▶ **Try it**: Search the material below for the word "badge". Copy every line where it is found.

▶ **Data extracts**:
=== Section Start ===
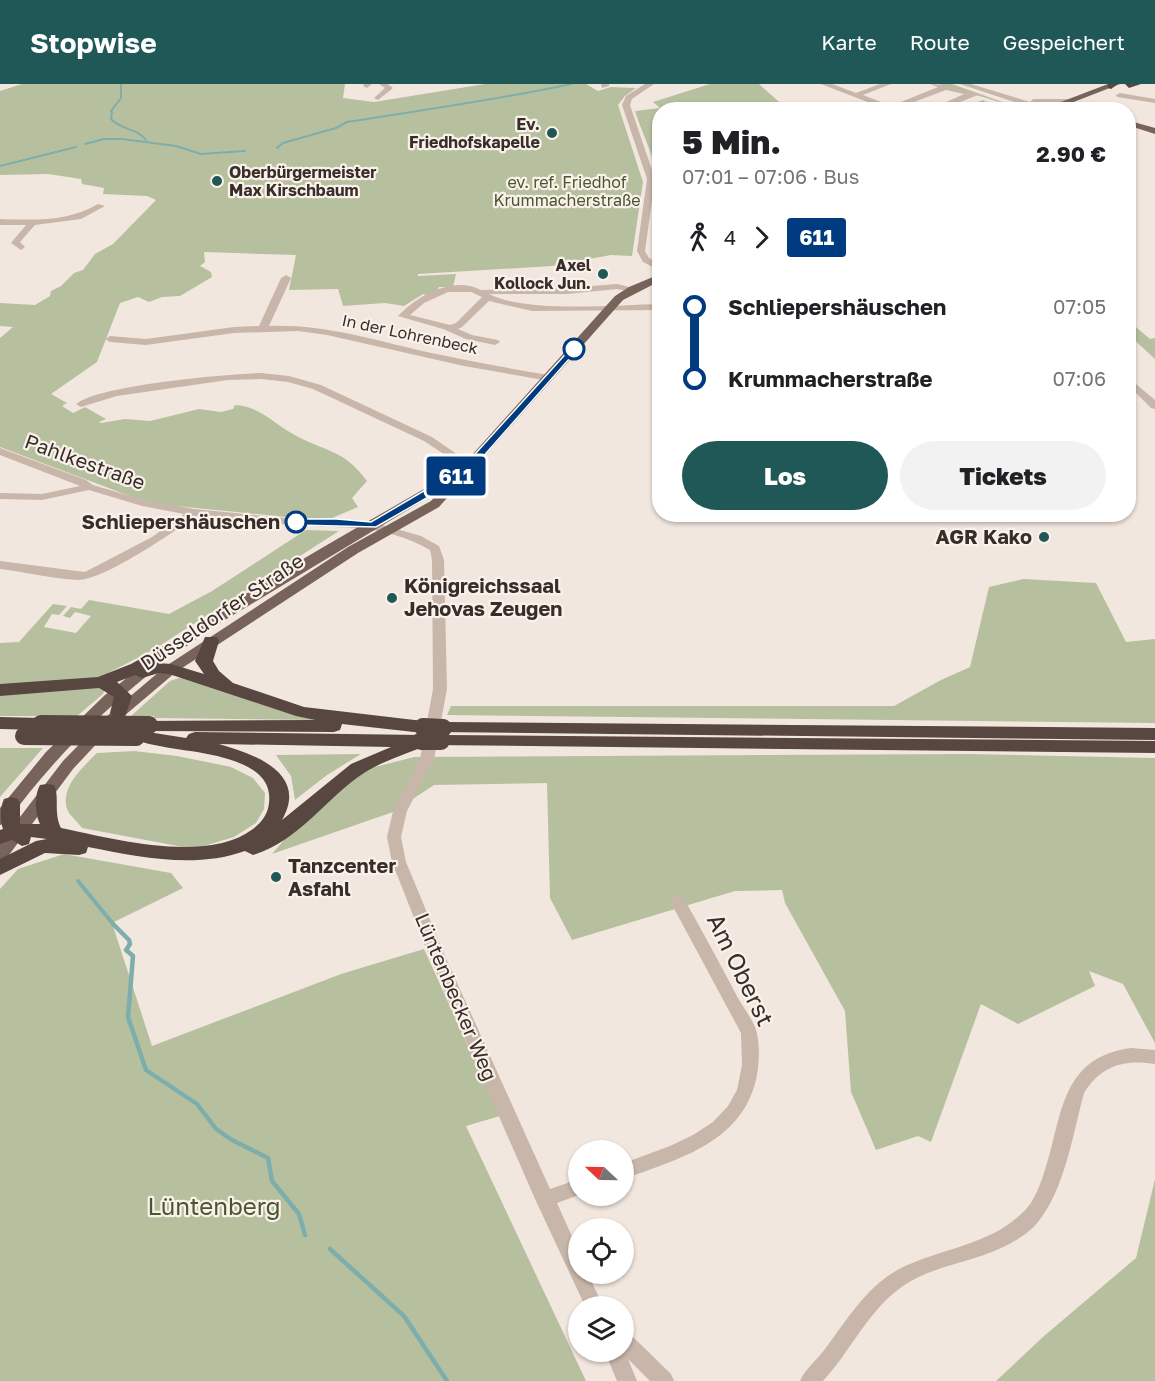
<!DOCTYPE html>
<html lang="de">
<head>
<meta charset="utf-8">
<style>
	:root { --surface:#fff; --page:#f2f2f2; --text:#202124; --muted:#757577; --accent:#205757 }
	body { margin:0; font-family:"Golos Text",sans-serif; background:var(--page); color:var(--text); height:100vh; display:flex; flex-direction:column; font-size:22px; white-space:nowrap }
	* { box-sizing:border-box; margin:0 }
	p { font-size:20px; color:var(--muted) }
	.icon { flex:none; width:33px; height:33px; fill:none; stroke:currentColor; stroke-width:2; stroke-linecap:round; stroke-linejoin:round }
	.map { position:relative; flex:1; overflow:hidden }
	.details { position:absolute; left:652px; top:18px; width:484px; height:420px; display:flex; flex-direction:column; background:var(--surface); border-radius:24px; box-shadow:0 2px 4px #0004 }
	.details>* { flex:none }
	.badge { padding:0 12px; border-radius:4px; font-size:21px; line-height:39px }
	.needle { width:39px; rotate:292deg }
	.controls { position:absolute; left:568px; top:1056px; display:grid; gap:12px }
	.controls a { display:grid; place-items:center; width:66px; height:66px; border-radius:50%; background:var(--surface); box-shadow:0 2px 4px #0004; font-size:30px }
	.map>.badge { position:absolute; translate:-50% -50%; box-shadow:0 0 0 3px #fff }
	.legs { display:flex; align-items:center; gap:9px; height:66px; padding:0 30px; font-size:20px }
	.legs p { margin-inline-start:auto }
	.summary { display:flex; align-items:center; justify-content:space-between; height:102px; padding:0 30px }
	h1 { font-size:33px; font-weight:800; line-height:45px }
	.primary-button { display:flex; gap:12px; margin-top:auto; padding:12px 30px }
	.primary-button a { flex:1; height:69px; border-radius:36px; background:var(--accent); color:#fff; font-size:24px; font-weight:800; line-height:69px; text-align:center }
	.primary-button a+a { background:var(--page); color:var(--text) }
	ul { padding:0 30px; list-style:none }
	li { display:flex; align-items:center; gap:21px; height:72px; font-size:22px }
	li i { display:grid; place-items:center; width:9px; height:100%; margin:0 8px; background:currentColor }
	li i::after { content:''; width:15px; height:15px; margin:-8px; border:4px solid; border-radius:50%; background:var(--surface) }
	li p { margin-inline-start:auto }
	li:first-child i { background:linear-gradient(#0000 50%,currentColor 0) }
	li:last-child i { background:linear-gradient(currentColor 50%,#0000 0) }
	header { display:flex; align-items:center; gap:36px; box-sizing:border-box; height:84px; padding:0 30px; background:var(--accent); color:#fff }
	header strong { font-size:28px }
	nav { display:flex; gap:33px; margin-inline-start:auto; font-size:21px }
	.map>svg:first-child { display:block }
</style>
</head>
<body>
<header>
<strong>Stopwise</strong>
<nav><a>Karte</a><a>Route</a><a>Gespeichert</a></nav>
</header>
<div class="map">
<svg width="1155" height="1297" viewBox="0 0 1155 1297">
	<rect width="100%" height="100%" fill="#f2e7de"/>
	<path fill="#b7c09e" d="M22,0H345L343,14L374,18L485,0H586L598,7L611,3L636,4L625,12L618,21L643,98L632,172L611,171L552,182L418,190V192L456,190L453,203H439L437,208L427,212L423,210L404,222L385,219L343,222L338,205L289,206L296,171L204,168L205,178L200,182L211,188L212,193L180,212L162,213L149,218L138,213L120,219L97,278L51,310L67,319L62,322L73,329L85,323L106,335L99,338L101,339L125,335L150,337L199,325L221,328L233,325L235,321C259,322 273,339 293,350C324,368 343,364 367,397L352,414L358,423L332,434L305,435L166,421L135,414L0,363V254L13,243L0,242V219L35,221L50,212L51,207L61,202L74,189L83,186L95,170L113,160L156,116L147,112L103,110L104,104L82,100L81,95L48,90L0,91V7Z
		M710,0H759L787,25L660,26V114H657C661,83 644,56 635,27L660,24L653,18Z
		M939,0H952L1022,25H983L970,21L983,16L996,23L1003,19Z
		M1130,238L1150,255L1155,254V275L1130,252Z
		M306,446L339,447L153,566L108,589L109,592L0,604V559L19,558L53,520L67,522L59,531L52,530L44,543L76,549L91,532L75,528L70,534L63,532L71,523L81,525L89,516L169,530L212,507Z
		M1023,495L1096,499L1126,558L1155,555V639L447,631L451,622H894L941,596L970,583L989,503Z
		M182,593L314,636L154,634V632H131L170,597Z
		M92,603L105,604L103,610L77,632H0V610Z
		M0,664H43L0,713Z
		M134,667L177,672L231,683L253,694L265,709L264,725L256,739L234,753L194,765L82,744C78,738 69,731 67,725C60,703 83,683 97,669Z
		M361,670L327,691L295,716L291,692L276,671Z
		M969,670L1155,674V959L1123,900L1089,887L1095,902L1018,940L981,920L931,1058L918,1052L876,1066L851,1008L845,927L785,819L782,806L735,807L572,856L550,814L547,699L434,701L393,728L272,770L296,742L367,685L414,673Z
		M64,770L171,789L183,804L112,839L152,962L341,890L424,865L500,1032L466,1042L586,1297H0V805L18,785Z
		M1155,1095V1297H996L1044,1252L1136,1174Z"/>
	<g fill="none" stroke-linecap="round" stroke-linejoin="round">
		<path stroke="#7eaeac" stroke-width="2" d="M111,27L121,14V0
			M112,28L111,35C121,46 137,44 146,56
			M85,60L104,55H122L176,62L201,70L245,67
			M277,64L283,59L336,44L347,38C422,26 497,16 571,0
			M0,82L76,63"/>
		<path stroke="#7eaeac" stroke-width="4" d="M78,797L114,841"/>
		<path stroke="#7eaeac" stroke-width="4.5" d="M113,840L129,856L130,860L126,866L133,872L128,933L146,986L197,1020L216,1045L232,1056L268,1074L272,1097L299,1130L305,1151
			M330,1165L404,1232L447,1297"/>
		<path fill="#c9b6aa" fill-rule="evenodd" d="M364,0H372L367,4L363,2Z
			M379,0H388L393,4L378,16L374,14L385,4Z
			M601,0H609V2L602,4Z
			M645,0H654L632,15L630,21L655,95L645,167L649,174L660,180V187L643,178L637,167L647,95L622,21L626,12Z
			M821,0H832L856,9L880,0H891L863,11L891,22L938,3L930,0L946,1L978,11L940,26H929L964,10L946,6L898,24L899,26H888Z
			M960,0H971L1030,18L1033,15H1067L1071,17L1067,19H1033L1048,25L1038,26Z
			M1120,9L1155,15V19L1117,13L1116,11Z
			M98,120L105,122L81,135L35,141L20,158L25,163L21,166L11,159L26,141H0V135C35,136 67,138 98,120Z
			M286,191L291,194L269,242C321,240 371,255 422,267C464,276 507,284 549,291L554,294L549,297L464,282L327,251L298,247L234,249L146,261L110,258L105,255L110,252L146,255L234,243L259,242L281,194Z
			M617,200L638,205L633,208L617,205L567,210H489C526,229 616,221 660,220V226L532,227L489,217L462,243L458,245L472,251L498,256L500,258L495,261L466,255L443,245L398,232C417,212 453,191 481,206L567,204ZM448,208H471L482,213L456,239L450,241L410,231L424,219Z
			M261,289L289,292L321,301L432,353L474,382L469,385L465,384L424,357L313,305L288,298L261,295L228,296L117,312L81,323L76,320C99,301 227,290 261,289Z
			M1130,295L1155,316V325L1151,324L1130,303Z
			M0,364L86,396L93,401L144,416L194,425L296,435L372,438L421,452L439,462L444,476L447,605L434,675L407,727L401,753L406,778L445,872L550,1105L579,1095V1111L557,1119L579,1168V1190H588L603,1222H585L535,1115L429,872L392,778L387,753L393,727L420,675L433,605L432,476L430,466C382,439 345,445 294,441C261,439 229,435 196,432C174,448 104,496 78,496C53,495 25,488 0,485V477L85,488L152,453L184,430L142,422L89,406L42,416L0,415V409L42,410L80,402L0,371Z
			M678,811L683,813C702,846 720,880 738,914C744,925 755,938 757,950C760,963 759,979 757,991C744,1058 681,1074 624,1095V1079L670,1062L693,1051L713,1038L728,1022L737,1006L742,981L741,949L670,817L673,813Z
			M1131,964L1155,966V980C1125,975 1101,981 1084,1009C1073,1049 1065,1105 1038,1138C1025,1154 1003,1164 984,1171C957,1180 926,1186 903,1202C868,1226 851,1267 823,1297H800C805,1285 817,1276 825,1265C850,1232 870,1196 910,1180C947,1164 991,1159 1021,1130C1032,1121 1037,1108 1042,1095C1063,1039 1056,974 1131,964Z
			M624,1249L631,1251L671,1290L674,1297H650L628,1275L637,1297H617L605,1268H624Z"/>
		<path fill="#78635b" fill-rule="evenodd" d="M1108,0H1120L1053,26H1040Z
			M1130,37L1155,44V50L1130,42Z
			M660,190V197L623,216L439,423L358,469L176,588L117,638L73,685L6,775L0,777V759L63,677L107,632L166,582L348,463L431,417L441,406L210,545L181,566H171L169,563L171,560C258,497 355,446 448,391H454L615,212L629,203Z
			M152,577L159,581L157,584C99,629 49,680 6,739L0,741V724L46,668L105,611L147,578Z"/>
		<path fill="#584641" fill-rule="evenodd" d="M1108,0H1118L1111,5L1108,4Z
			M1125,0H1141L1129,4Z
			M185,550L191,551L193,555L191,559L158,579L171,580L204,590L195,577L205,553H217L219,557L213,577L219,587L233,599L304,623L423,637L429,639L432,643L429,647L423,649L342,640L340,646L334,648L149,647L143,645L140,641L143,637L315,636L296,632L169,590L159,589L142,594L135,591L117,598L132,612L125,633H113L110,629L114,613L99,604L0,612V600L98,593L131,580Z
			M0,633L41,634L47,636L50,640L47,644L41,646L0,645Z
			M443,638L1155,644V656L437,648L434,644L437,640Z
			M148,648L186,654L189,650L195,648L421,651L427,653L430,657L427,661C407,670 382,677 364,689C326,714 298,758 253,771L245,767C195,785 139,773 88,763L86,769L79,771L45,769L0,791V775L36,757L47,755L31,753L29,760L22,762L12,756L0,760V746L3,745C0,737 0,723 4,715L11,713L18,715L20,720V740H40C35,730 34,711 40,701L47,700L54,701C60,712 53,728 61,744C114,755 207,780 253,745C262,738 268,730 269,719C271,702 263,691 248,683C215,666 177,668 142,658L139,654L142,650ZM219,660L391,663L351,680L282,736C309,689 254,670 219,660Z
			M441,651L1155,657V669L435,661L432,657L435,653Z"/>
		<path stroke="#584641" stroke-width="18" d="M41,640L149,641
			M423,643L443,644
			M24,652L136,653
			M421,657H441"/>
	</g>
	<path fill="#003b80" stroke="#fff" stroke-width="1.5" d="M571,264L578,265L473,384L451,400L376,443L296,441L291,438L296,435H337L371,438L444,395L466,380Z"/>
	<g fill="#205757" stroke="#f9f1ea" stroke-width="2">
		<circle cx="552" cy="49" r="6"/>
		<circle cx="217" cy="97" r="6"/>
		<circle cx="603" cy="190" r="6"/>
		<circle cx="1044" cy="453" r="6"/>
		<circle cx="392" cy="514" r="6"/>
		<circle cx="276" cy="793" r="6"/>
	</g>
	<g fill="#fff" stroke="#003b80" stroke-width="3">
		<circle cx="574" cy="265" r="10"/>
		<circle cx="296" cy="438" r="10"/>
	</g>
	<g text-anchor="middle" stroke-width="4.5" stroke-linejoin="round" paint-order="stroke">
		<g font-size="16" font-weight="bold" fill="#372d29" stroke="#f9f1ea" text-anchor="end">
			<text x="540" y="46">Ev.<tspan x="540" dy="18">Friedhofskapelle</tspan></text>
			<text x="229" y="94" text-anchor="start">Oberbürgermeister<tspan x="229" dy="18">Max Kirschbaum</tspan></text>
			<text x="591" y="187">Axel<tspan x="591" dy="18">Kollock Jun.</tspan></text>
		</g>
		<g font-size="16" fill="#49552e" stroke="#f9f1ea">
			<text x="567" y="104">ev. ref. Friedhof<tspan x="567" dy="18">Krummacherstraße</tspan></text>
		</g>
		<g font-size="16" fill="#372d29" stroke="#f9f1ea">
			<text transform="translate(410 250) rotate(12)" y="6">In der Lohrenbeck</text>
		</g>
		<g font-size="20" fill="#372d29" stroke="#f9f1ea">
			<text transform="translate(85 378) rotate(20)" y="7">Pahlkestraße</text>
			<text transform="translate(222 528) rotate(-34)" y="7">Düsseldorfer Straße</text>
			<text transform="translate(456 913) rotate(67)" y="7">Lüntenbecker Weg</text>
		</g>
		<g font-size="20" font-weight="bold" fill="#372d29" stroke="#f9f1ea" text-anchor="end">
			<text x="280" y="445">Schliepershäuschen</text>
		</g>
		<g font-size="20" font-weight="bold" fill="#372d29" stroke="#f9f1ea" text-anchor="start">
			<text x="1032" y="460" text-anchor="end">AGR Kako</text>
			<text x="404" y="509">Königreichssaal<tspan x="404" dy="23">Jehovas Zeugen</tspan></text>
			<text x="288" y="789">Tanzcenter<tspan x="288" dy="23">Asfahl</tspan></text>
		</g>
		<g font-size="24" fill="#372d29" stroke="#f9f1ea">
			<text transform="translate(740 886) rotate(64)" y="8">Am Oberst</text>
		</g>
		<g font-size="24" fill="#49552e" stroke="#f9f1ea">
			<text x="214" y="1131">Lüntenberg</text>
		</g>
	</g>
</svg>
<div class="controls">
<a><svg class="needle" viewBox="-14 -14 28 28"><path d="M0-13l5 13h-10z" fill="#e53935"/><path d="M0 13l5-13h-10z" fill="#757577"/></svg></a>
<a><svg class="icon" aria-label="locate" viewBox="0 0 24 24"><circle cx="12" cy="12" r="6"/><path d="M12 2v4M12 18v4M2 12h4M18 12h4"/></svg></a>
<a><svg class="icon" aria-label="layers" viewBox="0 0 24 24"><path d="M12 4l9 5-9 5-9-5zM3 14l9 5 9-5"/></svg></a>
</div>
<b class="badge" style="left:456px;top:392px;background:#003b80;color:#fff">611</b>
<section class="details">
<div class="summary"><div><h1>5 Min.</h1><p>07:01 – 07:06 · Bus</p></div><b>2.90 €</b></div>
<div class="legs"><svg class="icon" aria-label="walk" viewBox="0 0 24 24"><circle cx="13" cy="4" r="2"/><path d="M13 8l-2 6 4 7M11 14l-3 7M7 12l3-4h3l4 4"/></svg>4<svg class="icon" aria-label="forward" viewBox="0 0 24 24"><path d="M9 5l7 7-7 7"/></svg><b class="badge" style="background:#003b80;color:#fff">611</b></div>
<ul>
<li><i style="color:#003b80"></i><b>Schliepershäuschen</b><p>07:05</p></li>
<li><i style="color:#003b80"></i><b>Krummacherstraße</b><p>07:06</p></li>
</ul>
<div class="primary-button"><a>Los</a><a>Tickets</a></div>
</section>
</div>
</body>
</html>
=== Section End ===
▶ **Response**:
	.badge { padding:0 12px; border-radius:4px; font-size:21px; line-height:39px }
	.map>.badge { position:absolute; translate:-50% -50%; box-shadow:0 0 0 3px #fff }
<b class="badge" style="left:456px;top:392px;background:#003b80;color:#fff">611</b>
<div class="legs"><svg class="icon" aria-label="walk" viewBox="0 0 24 24"><circle cx="13" cy="4" r="2"/><path d="M13 8l-2 6 4 7M11 14l-3 7M7 12l3-4h3l4 4"/></svg>4<svg class="icon" aria-label="forward" viewBox="0 0 24 24"><path d="M9 5l7 7-7 7"/></svg><b class="badge" style="background:#003b80;color:#fff">611</b></div>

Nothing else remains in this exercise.